Source data: Begin

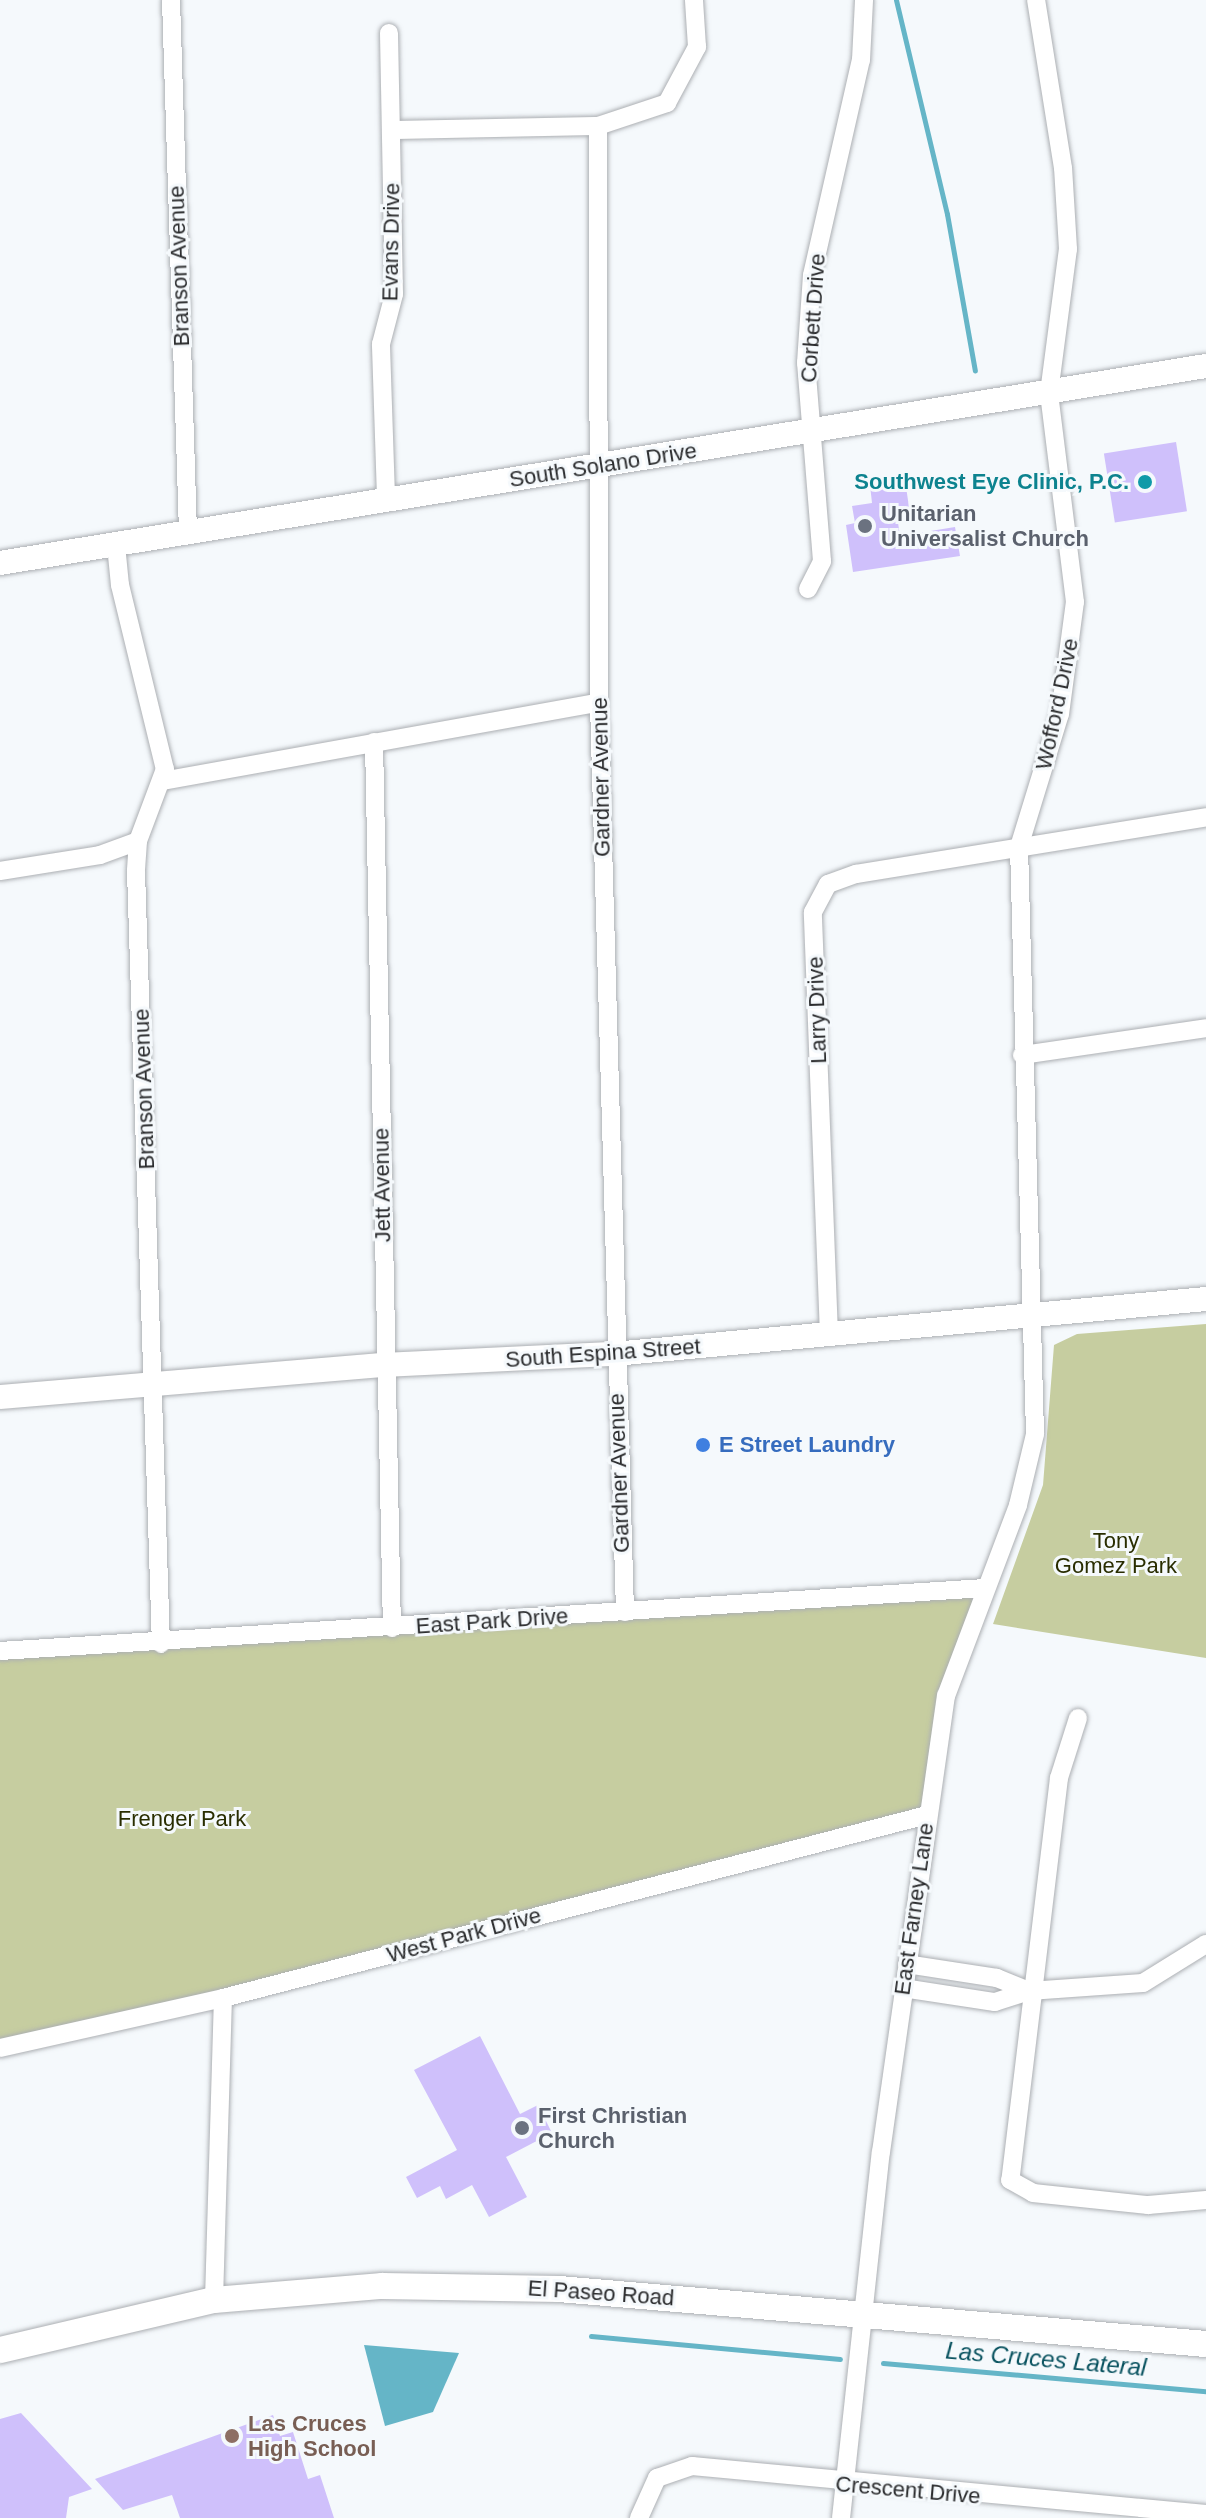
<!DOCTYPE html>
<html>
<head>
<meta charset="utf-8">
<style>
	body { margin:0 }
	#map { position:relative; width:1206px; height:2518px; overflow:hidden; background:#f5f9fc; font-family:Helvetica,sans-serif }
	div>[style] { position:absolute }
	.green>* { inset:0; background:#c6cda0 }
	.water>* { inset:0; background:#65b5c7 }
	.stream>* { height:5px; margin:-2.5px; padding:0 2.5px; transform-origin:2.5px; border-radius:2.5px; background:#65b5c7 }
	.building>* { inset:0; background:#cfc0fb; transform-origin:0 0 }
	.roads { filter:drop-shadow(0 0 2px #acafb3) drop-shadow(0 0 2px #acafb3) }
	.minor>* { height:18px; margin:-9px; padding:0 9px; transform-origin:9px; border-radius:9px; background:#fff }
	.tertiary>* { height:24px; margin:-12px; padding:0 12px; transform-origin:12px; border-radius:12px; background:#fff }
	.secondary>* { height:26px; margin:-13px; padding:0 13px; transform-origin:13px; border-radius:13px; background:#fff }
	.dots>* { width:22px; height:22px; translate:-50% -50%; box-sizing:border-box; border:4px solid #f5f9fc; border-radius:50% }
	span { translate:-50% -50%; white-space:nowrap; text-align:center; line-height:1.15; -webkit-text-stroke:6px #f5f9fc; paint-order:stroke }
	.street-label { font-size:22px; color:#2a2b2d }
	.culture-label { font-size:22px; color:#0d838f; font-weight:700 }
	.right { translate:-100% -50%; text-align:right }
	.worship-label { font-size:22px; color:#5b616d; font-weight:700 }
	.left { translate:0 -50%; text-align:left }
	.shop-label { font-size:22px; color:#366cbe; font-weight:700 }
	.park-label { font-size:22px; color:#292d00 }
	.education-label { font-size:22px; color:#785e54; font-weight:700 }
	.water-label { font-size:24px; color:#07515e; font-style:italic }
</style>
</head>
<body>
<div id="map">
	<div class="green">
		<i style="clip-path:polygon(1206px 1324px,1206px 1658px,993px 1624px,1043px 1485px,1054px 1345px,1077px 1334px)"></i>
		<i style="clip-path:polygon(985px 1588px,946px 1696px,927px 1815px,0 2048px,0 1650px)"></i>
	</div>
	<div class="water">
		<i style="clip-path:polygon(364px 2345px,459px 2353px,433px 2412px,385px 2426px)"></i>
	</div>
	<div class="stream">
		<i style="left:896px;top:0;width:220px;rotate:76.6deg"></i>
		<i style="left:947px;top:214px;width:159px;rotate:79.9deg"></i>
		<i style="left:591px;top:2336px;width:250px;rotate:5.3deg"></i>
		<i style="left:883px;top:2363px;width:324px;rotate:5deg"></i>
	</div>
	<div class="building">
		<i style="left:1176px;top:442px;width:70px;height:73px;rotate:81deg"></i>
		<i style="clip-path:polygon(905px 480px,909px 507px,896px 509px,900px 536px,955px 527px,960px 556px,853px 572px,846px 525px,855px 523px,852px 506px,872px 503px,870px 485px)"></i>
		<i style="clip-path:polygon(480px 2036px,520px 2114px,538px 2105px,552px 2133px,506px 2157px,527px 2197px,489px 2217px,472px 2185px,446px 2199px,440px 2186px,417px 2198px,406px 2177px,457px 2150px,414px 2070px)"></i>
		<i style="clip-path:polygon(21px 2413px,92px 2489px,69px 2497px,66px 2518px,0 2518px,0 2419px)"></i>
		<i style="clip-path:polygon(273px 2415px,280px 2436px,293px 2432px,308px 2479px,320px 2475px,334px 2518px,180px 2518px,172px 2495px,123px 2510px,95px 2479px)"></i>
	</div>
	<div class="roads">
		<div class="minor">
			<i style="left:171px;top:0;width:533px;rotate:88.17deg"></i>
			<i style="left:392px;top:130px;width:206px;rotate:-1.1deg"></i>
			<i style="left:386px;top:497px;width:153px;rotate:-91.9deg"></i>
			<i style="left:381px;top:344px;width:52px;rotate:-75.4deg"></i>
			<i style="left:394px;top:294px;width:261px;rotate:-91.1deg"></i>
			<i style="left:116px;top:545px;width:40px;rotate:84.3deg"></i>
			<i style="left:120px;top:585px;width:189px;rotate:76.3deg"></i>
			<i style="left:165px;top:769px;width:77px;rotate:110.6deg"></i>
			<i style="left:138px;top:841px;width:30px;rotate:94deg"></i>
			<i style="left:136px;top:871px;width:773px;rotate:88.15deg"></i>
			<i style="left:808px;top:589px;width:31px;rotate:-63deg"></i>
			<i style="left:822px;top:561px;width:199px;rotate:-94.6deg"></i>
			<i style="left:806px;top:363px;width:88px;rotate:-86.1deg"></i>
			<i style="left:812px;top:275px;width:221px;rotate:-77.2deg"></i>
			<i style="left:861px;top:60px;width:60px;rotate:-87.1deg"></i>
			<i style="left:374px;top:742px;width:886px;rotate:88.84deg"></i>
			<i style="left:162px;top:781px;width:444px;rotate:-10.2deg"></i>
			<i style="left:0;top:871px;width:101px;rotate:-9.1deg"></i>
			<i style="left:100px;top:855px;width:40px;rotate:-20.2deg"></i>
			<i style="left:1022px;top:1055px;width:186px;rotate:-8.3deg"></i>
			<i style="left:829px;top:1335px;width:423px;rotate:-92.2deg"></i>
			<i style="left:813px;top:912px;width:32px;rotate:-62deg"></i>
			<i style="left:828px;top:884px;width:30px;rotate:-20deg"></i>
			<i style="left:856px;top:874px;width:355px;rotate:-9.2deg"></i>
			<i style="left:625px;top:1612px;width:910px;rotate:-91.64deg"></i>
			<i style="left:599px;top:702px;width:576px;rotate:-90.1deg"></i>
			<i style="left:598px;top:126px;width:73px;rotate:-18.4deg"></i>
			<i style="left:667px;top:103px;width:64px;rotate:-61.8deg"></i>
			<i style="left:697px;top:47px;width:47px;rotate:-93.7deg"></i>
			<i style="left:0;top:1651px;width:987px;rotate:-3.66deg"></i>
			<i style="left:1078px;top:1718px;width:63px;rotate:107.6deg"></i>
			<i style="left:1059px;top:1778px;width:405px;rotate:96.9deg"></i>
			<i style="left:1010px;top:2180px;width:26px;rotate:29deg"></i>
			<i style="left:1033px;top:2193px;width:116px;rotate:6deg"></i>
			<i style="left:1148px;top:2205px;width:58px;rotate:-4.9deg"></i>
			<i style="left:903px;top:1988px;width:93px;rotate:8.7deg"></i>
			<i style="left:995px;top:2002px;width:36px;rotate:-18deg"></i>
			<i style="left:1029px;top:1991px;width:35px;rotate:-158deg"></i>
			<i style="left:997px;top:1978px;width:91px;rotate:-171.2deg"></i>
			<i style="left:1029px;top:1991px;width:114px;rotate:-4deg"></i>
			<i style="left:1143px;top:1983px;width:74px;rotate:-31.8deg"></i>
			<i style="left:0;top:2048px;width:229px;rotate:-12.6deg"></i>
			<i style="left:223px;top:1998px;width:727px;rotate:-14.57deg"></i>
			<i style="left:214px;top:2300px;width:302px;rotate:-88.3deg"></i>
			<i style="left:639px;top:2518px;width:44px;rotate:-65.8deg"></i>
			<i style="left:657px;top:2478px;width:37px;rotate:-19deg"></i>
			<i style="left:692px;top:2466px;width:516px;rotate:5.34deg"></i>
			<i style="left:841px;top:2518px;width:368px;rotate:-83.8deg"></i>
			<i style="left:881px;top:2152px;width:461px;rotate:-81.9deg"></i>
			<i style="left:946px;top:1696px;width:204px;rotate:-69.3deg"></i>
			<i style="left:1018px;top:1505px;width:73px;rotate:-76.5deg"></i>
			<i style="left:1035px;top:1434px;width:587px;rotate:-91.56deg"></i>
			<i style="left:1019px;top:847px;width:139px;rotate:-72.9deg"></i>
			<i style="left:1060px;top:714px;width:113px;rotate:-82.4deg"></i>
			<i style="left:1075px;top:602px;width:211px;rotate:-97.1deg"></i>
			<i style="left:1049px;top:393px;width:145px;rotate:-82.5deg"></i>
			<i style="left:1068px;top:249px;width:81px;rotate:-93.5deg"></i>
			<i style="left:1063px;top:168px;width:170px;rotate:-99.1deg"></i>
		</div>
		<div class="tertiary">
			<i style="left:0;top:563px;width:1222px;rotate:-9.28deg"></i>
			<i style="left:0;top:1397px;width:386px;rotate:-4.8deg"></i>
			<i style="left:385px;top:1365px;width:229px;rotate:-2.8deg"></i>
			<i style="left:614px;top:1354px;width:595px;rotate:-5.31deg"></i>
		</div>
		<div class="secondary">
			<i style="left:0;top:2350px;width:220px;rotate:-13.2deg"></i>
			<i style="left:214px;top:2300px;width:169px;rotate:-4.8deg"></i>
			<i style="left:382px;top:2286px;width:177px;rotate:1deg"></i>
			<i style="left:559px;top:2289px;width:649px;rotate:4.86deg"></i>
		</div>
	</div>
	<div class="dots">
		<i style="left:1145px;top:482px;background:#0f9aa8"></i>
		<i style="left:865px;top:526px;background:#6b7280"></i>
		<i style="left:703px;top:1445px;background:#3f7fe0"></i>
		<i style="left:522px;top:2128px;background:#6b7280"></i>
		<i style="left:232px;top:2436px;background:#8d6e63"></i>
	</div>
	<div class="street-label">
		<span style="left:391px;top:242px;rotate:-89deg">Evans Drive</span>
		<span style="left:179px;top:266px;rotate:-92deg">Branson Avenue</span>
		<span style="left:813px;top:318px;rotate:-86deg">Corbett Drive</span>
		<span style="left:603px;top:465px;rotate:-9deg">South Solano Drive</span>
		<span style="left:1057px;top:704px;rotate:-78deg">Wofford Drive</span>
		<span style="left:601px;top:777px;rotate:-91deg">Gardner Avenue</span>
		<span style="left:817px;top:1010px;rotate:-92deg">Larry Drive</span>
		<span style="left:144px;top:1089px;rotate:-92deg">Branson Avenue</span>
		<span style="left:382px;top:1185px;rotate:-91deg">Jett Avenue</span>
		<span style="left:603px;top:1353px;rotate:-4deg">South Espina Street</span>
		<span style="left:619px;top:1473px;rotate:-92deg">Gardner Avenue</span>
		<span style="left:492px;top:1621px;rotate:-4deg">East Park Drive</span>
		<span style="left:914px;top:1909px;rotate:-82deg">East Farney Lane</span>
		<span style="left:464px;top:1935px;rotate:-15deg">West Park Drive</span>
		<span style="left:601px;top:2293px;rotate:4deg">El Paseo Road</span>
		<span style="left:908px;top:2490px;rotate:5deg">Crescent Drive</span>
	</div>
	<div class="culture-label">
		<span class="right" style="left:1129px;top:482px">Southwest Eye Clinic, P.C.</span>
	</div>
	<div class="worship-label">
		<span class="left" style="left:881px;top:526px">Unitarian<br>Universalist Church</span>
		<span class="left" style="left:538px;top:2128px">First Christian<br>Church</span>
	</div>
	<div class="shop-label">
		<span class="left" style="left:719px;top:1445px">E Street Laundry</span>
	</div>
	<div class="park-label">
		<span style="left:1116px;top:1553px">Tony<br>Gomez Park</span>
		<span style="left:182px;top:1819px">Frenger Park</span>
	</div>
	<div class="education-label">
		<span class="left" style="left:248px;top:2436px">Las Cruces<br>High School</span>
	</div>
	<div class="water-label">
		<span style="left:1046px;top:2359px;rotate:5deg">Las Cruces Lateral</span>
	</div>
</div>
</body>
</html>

Source data: End

> [Your assignment]: For this exercise, copy each line from the listing above that has the word "stream".

> [Result of this task]:
	.stream>* { height:5px; margin:-2.5px; padding:0 2.5px; transform-origin:2.5px; border-radius:2.5px; background:#65b5c7 }
	<div class="stream">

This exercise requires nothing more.